What is being asked - For each line of the listing that holds "function", show the full line.

Material shown -
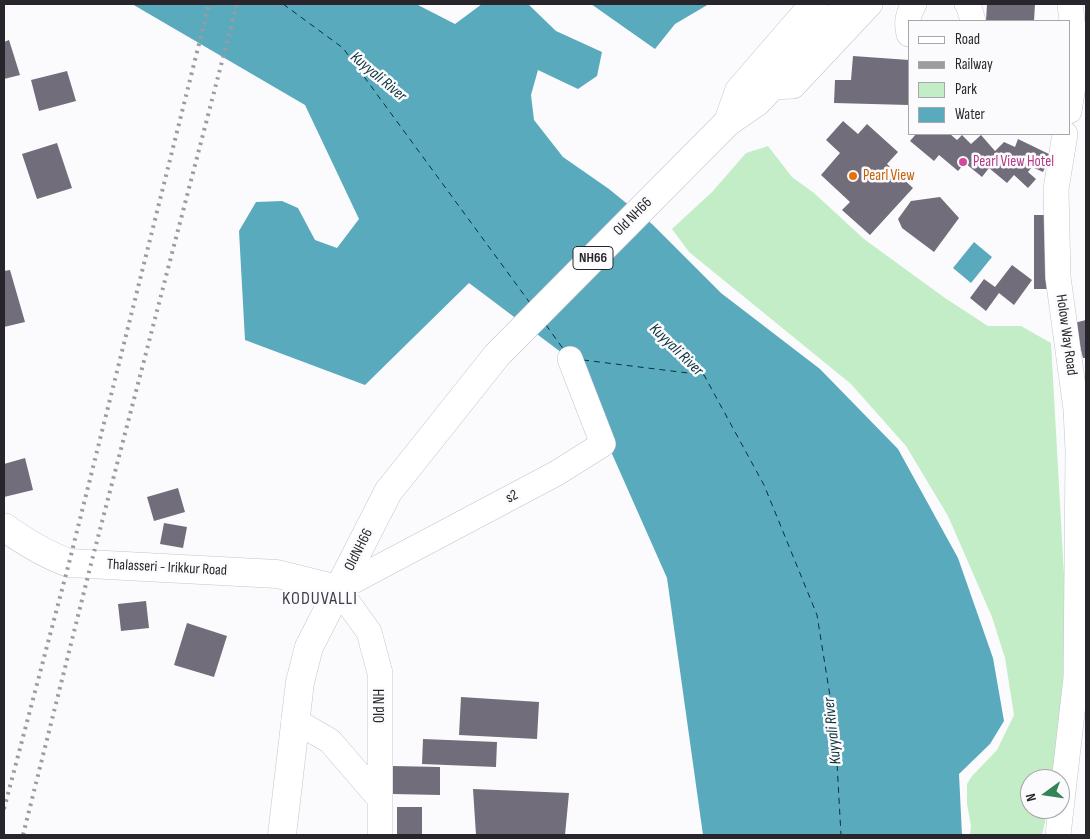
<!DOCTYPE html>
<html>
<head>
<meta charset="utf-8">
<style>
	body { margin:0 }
	#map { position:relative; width:1090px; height:839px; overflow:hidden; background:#fbfbfe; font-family:"Sofia Sans Condensed",sans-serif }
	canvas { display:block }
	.frame { position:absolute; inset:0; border:5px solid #28262c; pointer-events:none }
	.legend { position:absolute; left:908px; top:20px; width:162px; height:115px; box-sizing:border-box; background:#fbfbfe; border:1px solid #a7a6aa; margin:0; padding:6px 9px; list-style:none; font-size:15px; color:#28262c }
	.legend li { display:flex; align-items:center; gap:10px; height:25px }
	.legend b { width:25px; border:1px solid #a7a6aa }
	.north { position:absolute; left:1020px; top:769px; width:50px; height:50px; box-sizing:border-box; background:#fbfbfe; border:1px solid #a7a6aa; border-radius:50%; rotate:256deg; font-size:14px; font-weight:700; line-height:20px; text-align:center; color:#28262c }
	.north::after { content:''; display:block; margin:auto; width:18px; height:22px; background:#338557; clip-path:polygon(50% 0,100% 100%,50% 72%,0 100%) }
</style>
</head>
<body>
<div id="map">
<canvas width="1090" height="839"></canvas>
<div class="frame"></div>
<ul class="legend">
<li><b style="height:6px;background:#fff"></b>Road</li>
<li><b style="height:6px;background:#9c9b9f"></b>Railway</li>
<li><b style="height:14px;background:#c3edc6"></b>Park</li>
<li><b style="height:14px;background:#5aaabe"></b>Water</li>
</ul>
<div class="north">N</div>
</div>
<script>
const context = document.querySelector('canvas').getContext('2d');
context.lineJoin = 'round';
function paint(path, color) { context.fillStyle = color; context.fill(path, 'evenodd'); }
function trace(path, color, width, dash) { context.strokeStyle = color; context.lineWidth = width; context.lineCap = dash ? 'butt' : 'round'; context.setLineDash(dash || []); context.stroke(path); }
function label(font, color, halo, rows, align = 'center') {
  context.font = font + ' "Sofia Sans Condensed",sans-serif'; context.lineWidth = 5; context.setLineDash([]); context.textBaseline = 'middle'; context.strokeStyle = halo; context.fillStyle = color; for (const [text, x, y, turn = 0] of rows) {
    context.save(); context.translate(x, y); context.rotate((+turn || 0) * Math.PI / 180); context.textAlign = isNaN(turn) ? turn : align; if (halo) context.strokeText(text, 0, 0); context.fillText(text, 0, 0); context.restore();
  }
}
paint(new Path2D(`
	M768 146 792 177 814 193 864 239 945 298 988 326H1021L1051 343 1067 628 1065 680 1053 779H1030V809H1048L1042 835H970L971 826 967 804V784L972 776 997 750 1014 715 1005 658 992 617 948 516 906 446 851 384 689 252 672 229 712 192 746 153Z`), '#c3edc6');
paint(new Path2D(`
	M132 4H416L455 24 482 4H528L556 31 602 52 597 76 578 89 538 70 531 95 534 120 563 157 609 189 652 224 721 293 820 369 898 449 958 558 993 658 1004 721 990 744 959 774 962 835H703L667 578 570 359 469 283 365 385 245 340 239 231 256 202 282 201 298 208 315 240 337 248 359 219 305 105Z
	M591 4H709L675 24 655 49Z
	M974 242 992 257 971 283 953 268Z`), '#5aaabe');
trace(new Path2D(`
	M283 4 343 48 530 303
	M546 325 564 350
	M583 360 704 375 764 485 817 615 835 727 841 835`), '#09313a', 1, [6, 5]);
paint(new Path2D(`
	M987 4H1035L1034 21H986Z
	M9 40 20 75 4 79V42Z
	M853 56 909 60V105L834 103 835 80H851Z
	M67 71 76 101 39 111 31 80Z
	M843 121 858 134 867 124 898 152 887 164 913 188 870 235 842 210 850 202 821 175 840 153 826 140Z
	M916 134H950L957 140 962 135 971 144 981 135 995 151 1004 142 1015 147 1018 139 1051 155 1043 172 1032 167 1028 172 1036 179 1028 188 1014 175 1007 183 989 168 982 177 965 163 958 171 939 155 934 161 910 141Z
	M57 143 72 188 37 199 22 154Z
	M940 197 959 218 934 252 902 228 898 219 911 201Z
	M1034 215H1048V289H1034Z
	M1012 265 1032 280 1014 305 999 293 986 311 970 298 984 279 995 287Z
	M10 270 25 322 4 327V271Z
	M1086 320V358H1083L1074 323Z
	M25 458 33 490 4 497V464Z
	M178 488 185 512 154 521 147 497Z
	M164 523 187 527 183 548 160 544Z
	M146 601 149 628 121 631 118 604Z
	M187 623 227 636 214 677 174 665Z
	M461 697 539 702 537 739 459 735Z
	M423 739 497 742 496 767 422 764Z
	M393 766 440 767V795L393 794Z
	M473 789 569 793 565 835H476Z
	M397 807H422V835H397Z`), '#716d7a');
const minor = new Path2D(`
	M967 4 969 7 973 21
	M909 34C906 22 908 14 914 4
	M771 87 793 86 870 4
	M1069 111 1077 61 1070 4
	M294 720 330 741 380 799
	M380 835V673L369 632 338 589 557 473 603 444 570 359
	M1058 835 1076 678 1078 451 1076 409 1058 277 1056 189 1065 134`);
const major = new Path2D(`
	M728 122 739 91 814 4
	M4 527C25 542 44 554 69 563L277 574 338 589
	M282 835 300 682 309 647 388 492 497 355 728 122 757 102 849 4`);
trace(minor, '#c5c2d0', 26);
trace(major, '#c5c2d0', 29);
trace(minor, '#fff', 25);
trace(major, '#fff', 28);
trace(new Path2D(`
	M4 809 69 563 209 4
	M23 835 91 564 237 4`), '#9c9b9f', 4, [2.5, 5]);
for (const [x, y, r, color] of [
	[963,162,5,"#d1479c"],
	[853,176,5,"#e8710a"]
]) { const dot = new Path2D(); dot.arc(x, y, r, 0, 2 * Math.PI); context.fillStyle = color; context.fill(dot); trace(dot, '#fbfbfe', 2); }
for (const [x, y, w] of [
	[593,258,40]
]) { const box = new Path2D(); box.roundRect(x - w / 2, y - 11.5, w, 23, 4); context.fillStyle = '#fbfbfe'; context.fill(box); trace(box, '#28262c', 1); }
label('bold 14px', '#28262c', null, [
	["NH66",593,258]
]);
label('15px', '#b23c85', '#fbfbfe', [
	["Pearl View Hotel",973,162]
], 'left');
label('15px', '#c56008', '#fbfbfe', [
	["Pearl View",863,176]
], 'left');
label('15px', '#28262c', '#fbfbfe', [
	["Old NH66",633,217,-45],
	["Holow Way Road",1066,335,82],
	["s2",512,497,-28],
	["OldNH66",359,550,-63],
	["Thalasseri - Irikkur Road",167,568,3],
	["Old NH",380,706,-90]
]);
label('italic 16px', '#09313a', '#fbfbfe', [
	["Kuyyali River",378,77,40],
	["Kuyyali River",676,350,44],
	["Kuyyali River",833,731,-96]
]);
context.letterSpacing = '1px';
label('18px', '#403d49', '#fbfbfe', [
	["KODUVALLI",320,599]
]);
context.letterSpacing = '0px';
</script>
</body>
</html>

Answer to this problem -
function paint(path, color) { context.fillStyle = color; context.fill(path, 'evenodd'); }
function trace(path, color, width, dash) { context.strokeStyle = color; context.lineWidth = width; context.lineCap = dash ? 'butt' : 'round'; context.setLineDash(dash || []); context.stroke(path); }
function label(font, color, halo, rows, align = 'center') {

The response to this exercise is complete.